2.2.2 Parametric Models Parametric models consist of formula based functions which accept a number of parameters related to a project in order to calculate the effort value needed in order to carry out that project. Several different models exist which classify under this category, some of which are Software Lifecycle Management (SLIM), Software Evaluation and Estimation of Resources – Software Estimating Model (SEER-SEM) and Constructive Cost Model (COCOMO) which was later revised to establish the COCOMO II model. The most renown of the models mentioned above is COCOMO, mainly due to its simplicity. The basic COCOMO model formula consists of the following [8]:

MM = a * KDSI b

Where MM denominates the result in Man Months which is a measure of the effort needed, KDSI stands for thousands of delivered source instructions or lines of code and parameters a and b are variables which are determined depending on the type of project [8].

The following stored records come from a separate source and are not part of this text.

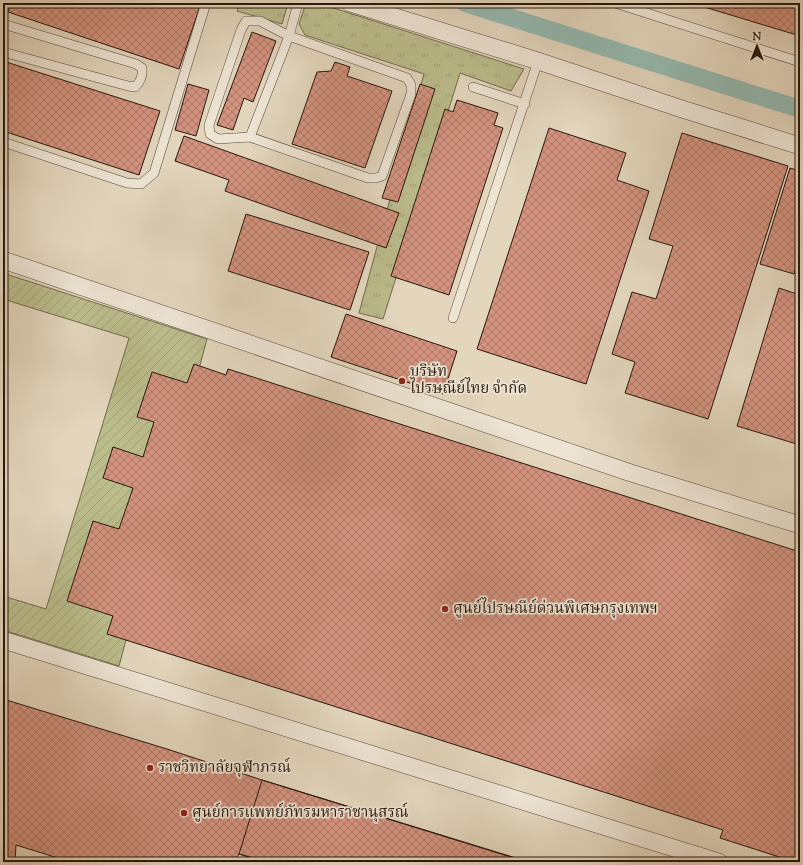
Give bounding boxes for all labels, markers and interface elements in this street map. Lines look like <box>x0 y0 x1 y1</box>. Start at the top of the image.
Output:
north arrow <box>737 26 777 66</box>
text: N <box>752 29 762 45</box>
place label: บริษัท ไปรษณีย์ไทย จำกัด <box>409 362 527 400</box>
marker: บริษัท ไปรษณีย์ไทย จำกัด <box>397 376 407 386</box>
place label: ศูนย์ไปรษณีย์ด่วนพิเศษกรุงเทพฯ <box>453 597 658 620</box>
marker: ศูนย์ไปรษณีย์ด่วนพิเศษกรุงเทพฯ <box>440 604 450 614</box>
place label: ราชวิทยาลัยจุฬาภรณ์ <box>158 757 291 779</box>
marker: ราชวิทยาลัยจุฬาภรณ์ <box>145 763 155 773</box>
place label: ศูนย์การแพทย์ภัทรมหาราชานุสรณ์ <box>192 802 409 824</box>
marker: ศูนย์การแพทย์ภัทรมหาราชานุสรณ์ <box>179 808 189 818</box>

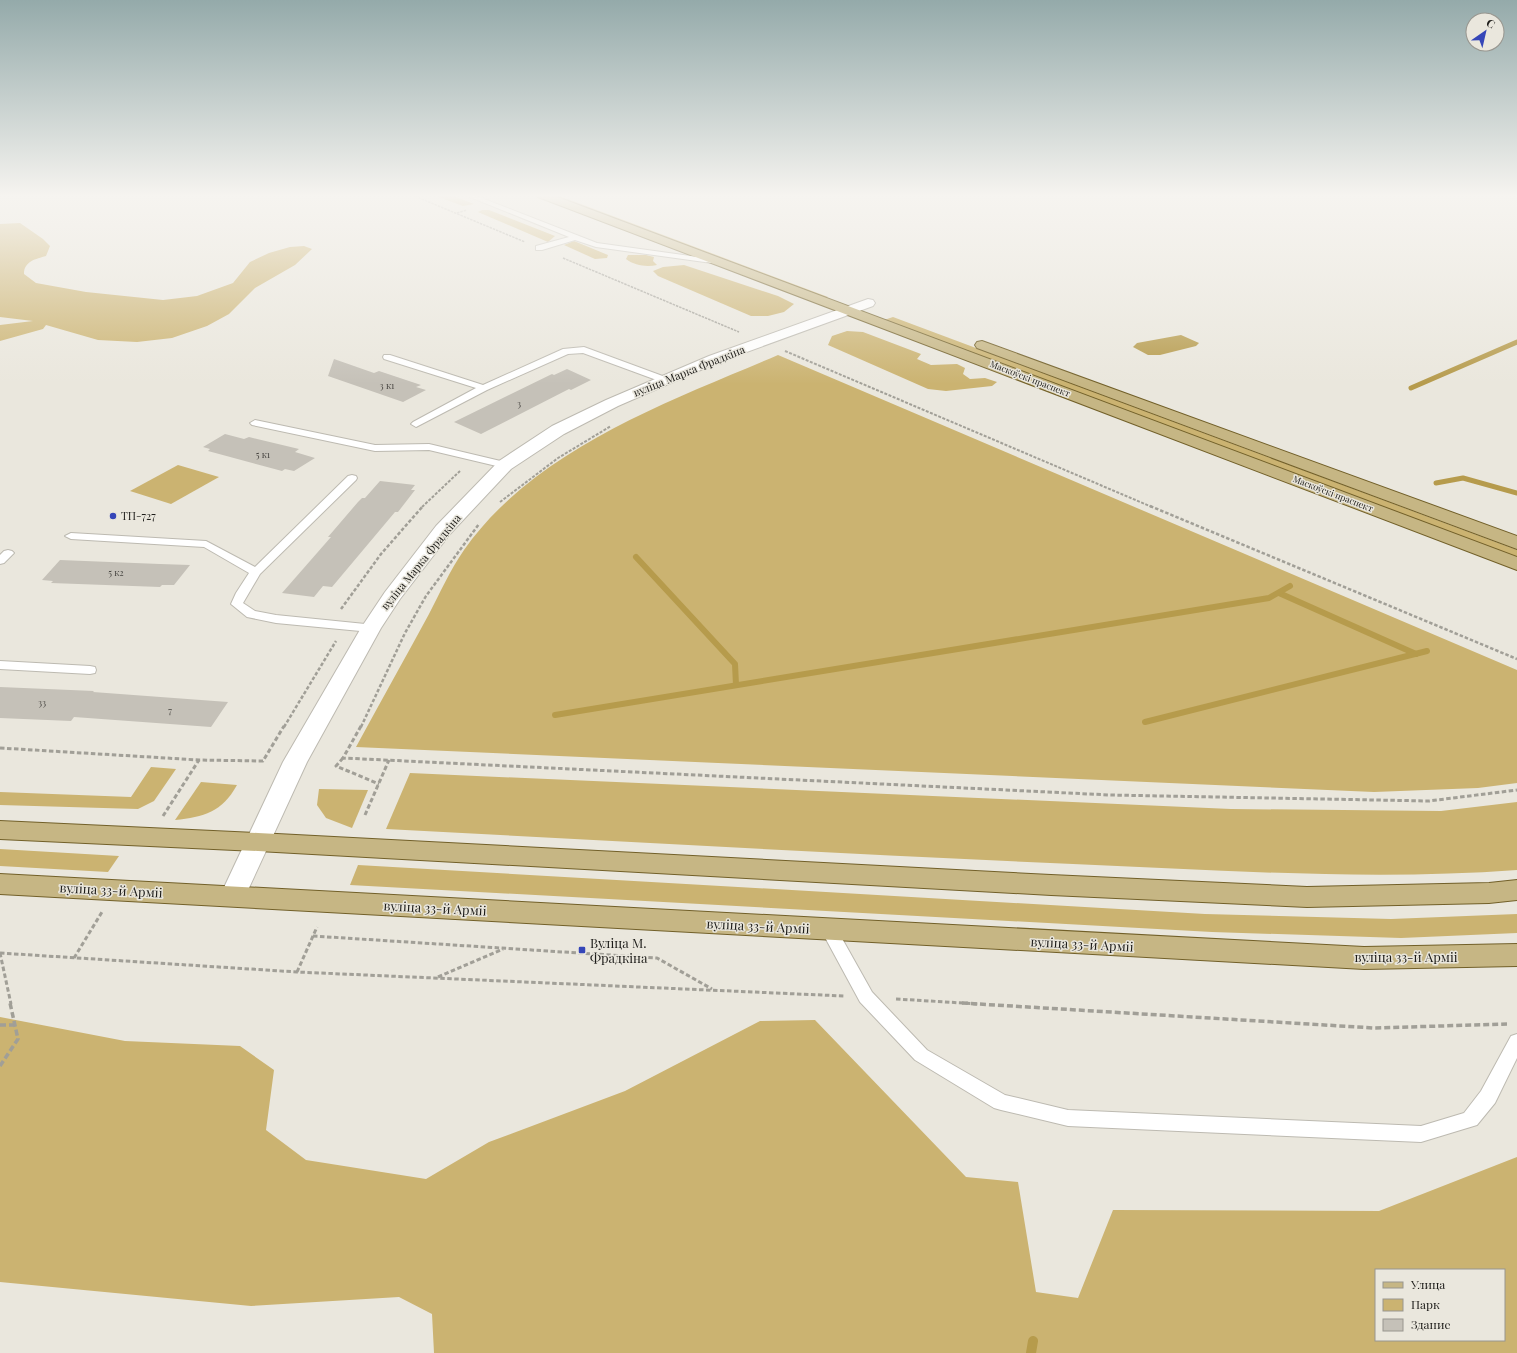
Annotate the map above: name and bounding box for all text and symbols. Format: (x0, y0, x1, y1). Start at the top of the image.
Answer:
north arrow (1465, 12, 1505, 52)
text: С (1483, 15, 1498, 32)
street label: вуліца Марка Фрадкіна (631, 341, 747, 400)
street label: Маскоўскі праспект (989, 357, 1072, 399)
house number: 3 к1 (380, 379, 395, 391)
house number: 3 (517, 397, 521, 409)
house number: 5 к1 (256, 448, 271, 460)
street label: Маскоўскі праспект (1292, 472, 1375, 514)
place label: ТП-727 (121, 508, 156, 523)
street label: вуліца Марка Фрадкіна (377, 510, 464, 613)
marker: ТП-727 (108, 511, 118, 521)
house number: 5 к2 (108, 566, 124, 578)
house number: 33 (38, 696, 46, 708)
house number: 7 (168, 704, 172, 716)
street label: вуліца 33-й Арміі (59, 878, 163, 901)
street label: вуліца 33-й Арміі (383, 896, 487, 919)
street label: вуліца 33-й Арміі (706, 914, 810, 937)
street label: вуліца 33-й Арміі (1030, 932, 1134, 955)
place label: Вуліца М. Фрадкіна (590, 934, 648, 966)
marker: Вуліца М. Фрадкіна (577, 945, 587, 955)
street label: вуліца 33-й Арміі (1354, 948, 1458, 965)
legend (1375, 1269, 1505, 1341)
text: Улица (1410, 1276, 1445, 1292)
text: Парк (1411, 1296, 1440, 1312)
text: Здание (1411, 1316, 1451, 1332)

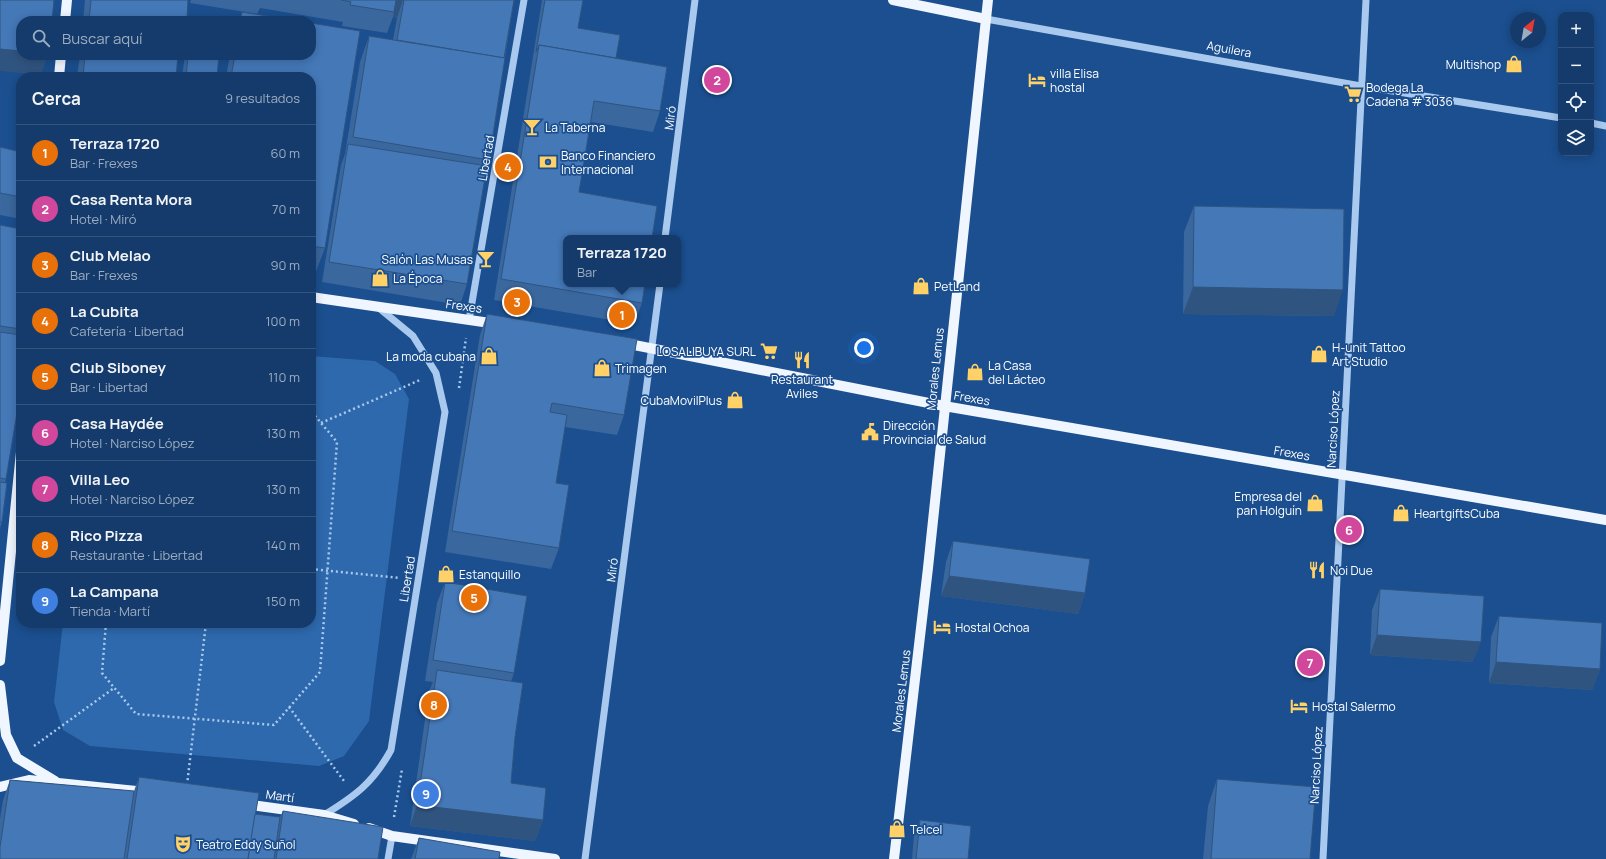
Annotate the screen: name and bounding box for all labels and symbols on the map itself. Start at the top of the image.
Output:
north arrow [1510,12,1546,48]
street label: Aguilera [1205,37,1253,61]
shop icon: Multishop [1504,54,1524,74]
place label: Multishop [1446,56,1501,73]
pin: 2 [704,65,730,95]
place label: villa Elisa hostal [1050,65,1099,96]
hotel icon: villa Elisa hostal [1027,70,1047,90]
place label: Bodega La Cadena # 3036 [1366,79,1453,110]
supermarket icon: Bodega La Cadena # 3036 [1343,84,1363,104]
street label: Miró [660,105,680,131]
bar icon: La Taberna [522,117,542,137]
place label: La Taberna [545,119,605,136]
street label: Libertad [474,134,498,182]
place label: Banco Financiero Internacional [561,147,655,178]
pin: 4 [495,152,521,182]
bank icon: Banco Financiero Internacional [538,152,558,172]
bar icon: Salón Las Musas [476,249,496,269]
place label: Salón Las Musas [382,251,473,268]
shop icon: La Época [370,268,390,288]
place label: La Época [393,270,443,287]
shop icon: PetLand [911,276,931,296]
place label: PetLand [934,278,980,295]
pin: 3 [504,287,530,317]
street label: Frexes [445,295,483,317]
pin: 1 [609,300,635,330]
street label: Morales Lemus [922,327,948,411]
your location [854,338,874,358]
place label: H-unit Tattoo Art Studio [1332,339,1406,370]
supermarket icon: LOSALIBUYA SURL [759,341,779,361]
place label: LOSALIBUYA SURL [656,343,756,360]
shop icon: H-unit Tattoo Art Studio [1309,344,1329,364]
shop icon: La moda cubana [479,346,499,366]
place label: La moda cubana [386,348,476,365]
restaurant icon: Restaurant Aviles [792,350,812,370]
place label: La Casa del Lácteo [988,357,1045,388]
shop icon: Trimagen [592,358,612,378]
place label: Trimagen [615,360,667,377]
shop icon: La Casa del Lácteo [965,362,985,382]
place label: Restaurant Aviles [771,371,833,402]
street label: Frexes [953,386,991,410]
shop icon: CubaMovilPlus [725,390,745,410]
street label: Narciso López [1322,390,1344,468]
place label: CubaMovilPlus [640,392,722,409]
place label: Dirección Provincial de Salud [883,417,986,448]
public building icon: Dirección Provincial de Salud [860,422,880,442]
street label: Frexes [1273,441,1311,465]
place label: Empresa del pan Holguín [1234,488,1302,519]
shop icon: Empresa del pan Holguín [1305,493,1325,513]
shop icon: HeartgiftsCuba [1391,503,1411,523]
place label: HeartgiftsCuba [1414,505,1500,522]
pin: 6 [1336,515,1362,545]
street label: Libertad [395,555,419,603]
street label: Miró [602,557,622,583]
restaurant icon: Noi Due [1307,560,1327,580]
place label: Noi Due [1330,562,1373,579]
shop icon: Estanquillo [436,564,456,584]
place label: Estanquillo [459,566,520,583]
pin: 5 [461,583,487,613]
hotel icon: Hostal Ochoa [932,617,952,637]
place label: Hostal Ochoa [955,619,1029,636]
pin: 7 [1297,648,1323,678]
street label: Morales Lemus [888,649,914,733]
pin: 8 [421,690,447,720]
hotel icon: Hostal Salermo [1289,696,1309,716]
place label: Hostal Salermo [1312,698,1396,715]
street label: Narciso López [1305,726,1327,804]
pin: 9 [413,779,439,809]
street label: Martí [265,786,296,806]
shop icon: Telcel [887,819,907,839]
place label: Telcel [910,821,942,838]
theatre icon: Teatro Eddy Suñol [173,834,193,854]
place label: Teatro Eddy Suñol [196,836,296,853]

This kind of models provide with a structured and simpler way how to calculate the software effort needed to complete a project, however they are highly inflexible. A model formula may provide an accurate estimate for a type of project, while it would fail to do the same for a similar project. Boehm [8] states that COCOMO is ideal for extraction of rough estimates, since it lacks to consider factors like hardware availability, personnel quality and other factors which cannot be taken into consideration by the inclusion of a few parameters.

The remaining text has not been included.